Now the problem with shared environments is the reality that all the users are using the program folder to launch the application, thus also the same same settings from the DYNAMICS.SET and the DEX.ini to save the parameters. This can lead to some very confusion situations…. I had users calling in and saying they started a new GP session but only get the icon in the task bar, but actually never get to the login screen.
It took me some investigation back in 2010 or 2011 when this happened the first time, and it was coincidentally at the time when some users started to request a second monitor to increase their productivity :-)…
As it turned out at that time, Dynamics GP was used on the Citrix XenApp server by the vast majority of our users (around 120) and there was a single DEX.ini file for all the users, which means that every time a user launched the application remotely, it was showing the last user ID that logged in previously and also put the main GP windows at the screen coordinates where it was closed the last time. This was not too bad as long as everyone had pretty much the same configuration for the hardware (screen and printer), but soon as people started using 2 or more monitors, and moved the main GP window off the monitor #1, then the next user would run into troubles if he/she didn’t had the same setup.
That’s when I came across a blog post from my good friend David Musgrave (at that time) from Microsoft Australia, who wrote something about the side-effects of shared DEX.ini files and how to avoid collisions in shared environments.
His article inspired me to find a smart way to make sure when a user would start GP the first time from the Citrix server that he would get a clean pristine DEX.ini file that become he/her own and contains only the settings from their sessions.
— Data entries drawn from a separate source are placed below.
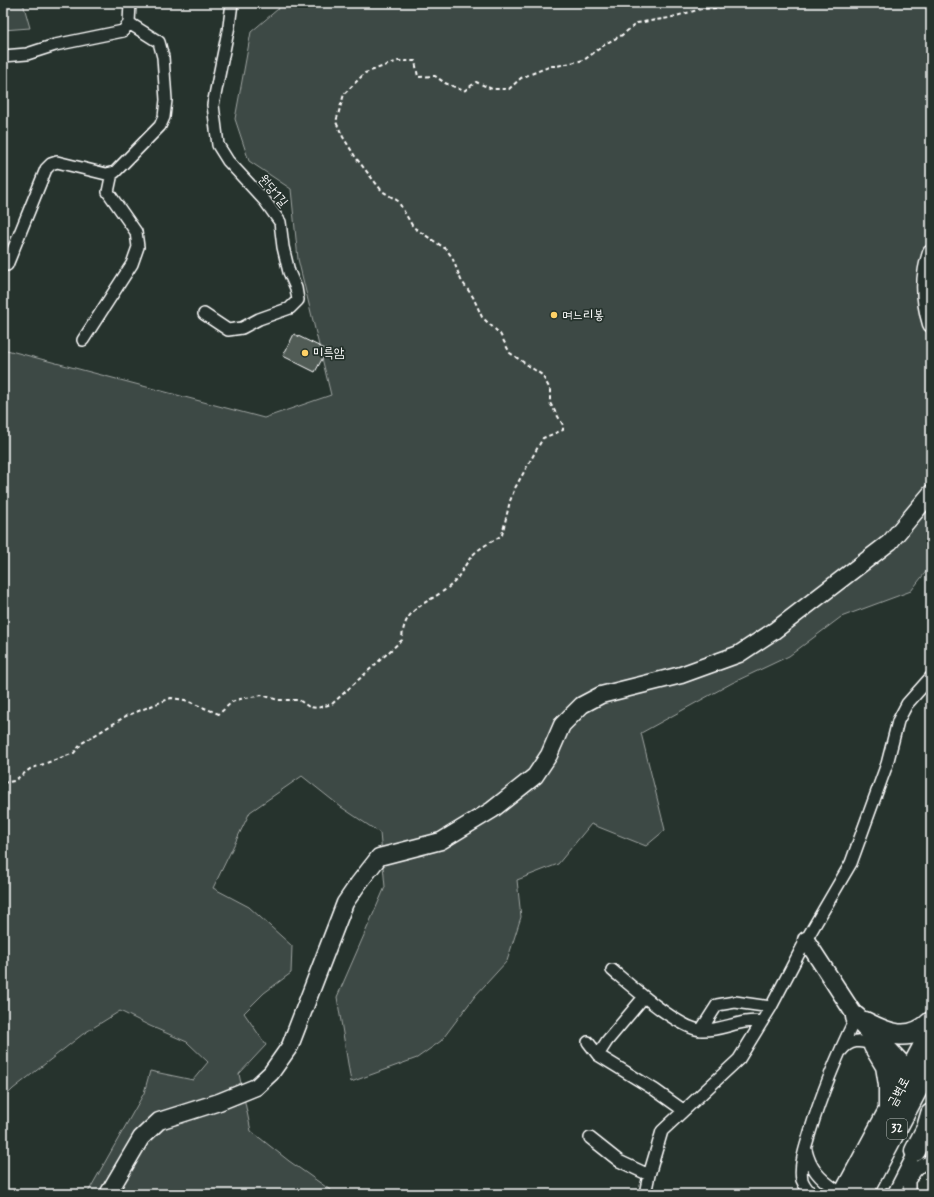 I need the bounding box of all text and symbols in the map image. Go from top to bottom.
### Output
street label: 원당1길 [255,171,291,211]
place label: 며느리봉 [562,307,604,324]
marker: 며느리봉 [549,310,559,320]
place label: 미륵암 [313,345,344,362]
marker: 미륵암 [300,348,310,358]
street label: 금벽로 [884,1074,914,1110]
road number: 32 [887,1119,907,1139] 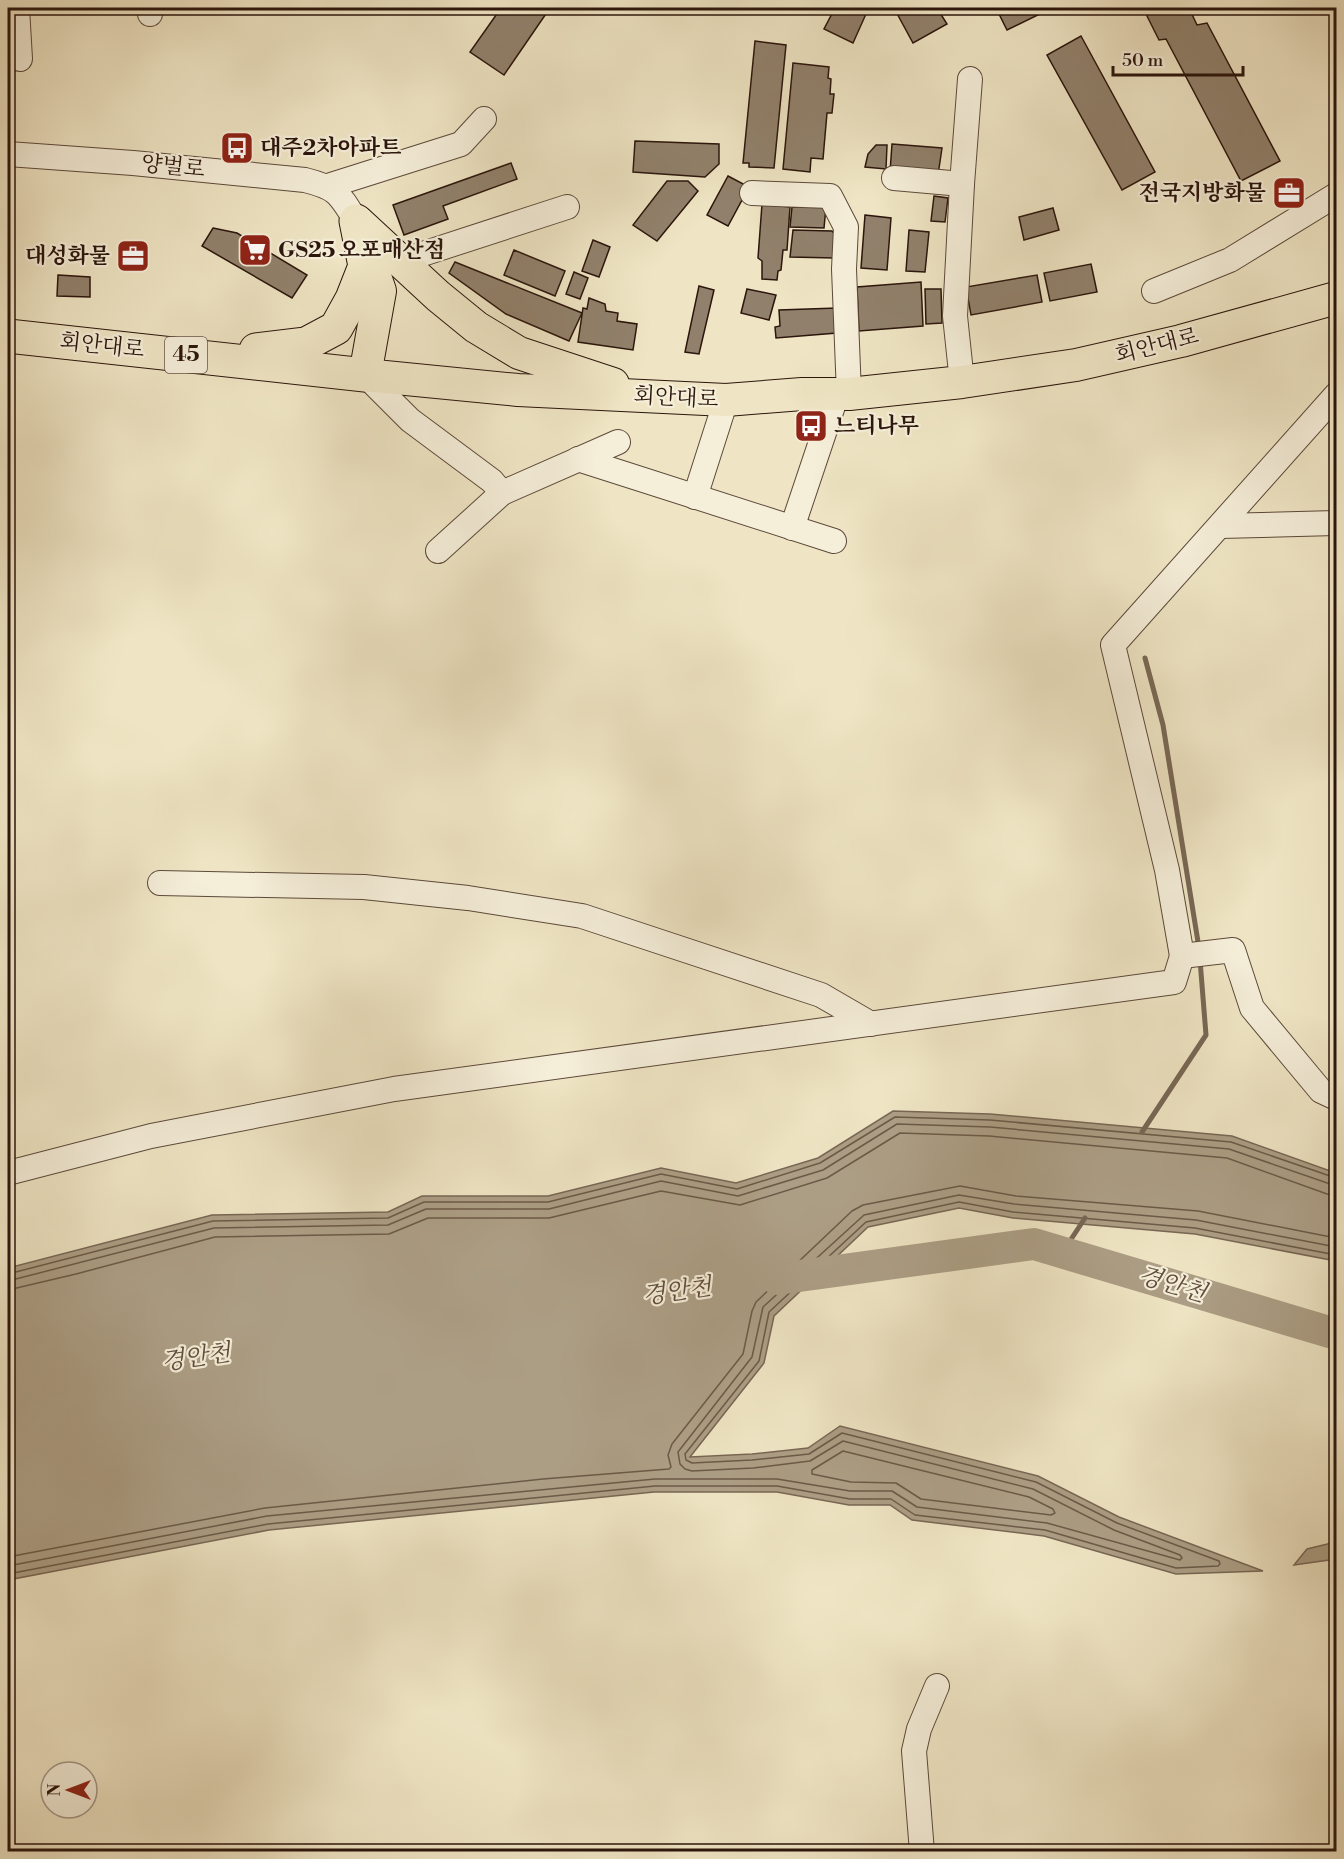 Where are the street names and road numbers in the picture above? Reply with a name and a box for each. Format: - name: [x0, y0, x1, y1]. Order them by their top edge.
- street label: 양벌로: [140, 150, 206, 184]
- street label: 회안대로: [1112, 323, 1202, 369]
- street label: 회안대로: [58, 328, 146, 364]
- road number: 45: [165, 337, 207, 373]
- street label: 회안대로: [633, 382, 719, 414]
No more hidden windows and lengthy DEX.ini files that would grow out by endless printer queue entries.
So I created a small batch file that would check the presence of an existing DEX.ini file in the owner’s home profile under the system hidden AppData folder. The content of the batch file looks like this :
rem This file is used to launch Dynamics GP
rem from within CITRIX MF without parameters
rem echo Press any key to start the GP apps
rem Modified version to TEST SP3 1:07 PM 7/13/2012
cd “C:\Program Files (x86)\Microsoft Dynamics\GP11SP3”
if exist %HOMEDRIVE%%HOMEPATH%\AppData\Local\Dex.ini Goto StartGP
copy C:\Users\Default\AppData\Local\Dex.ini %HOMEDRIVE%%HOMEPATH%\AppData\Local\Dex.ini
start Dynamics.exe Dynamics.set %HOMEDRIVE%%HOMEPATH%\AppData\Local\Dex.ini
Save the file as a .cmd in the Program Folder location of your GP application on the Citrix server. Make sure you have fresh and pristing DEX.ini file copy in the Default user home path (see location above). You can take the current DEX.ini file from your GP Data folder and remove any references to the ‘remembered’ printers and clear out the last user in the file :
It’s important to set the 2nd value to FALSE, otherwise GP will try to auto-login the user and this would fail since there is no user-id.
Lets assume you named your file GP_Roaming.cmd, then your new launch file command line would look like this :
“C:\Program Files (x86)\Microsoft Dynamics\GP\GP_roaming.cmd”
There is no need anymore for a parameter provided in the published application for Citrix, since everything is already passed in the .cmd file itself.
One last tip when you apply a new service pack or a year-end update to your GP. When updating your client on the Citrix or TS server, only the DEX.ini that’s sitting in the GP Data folder gets updated… none of the distributed config files from the users home profile…Remember to delete them all before given the updated GP apps free again for the users (the nice thing with published apps is that you can quickly enable/disable them).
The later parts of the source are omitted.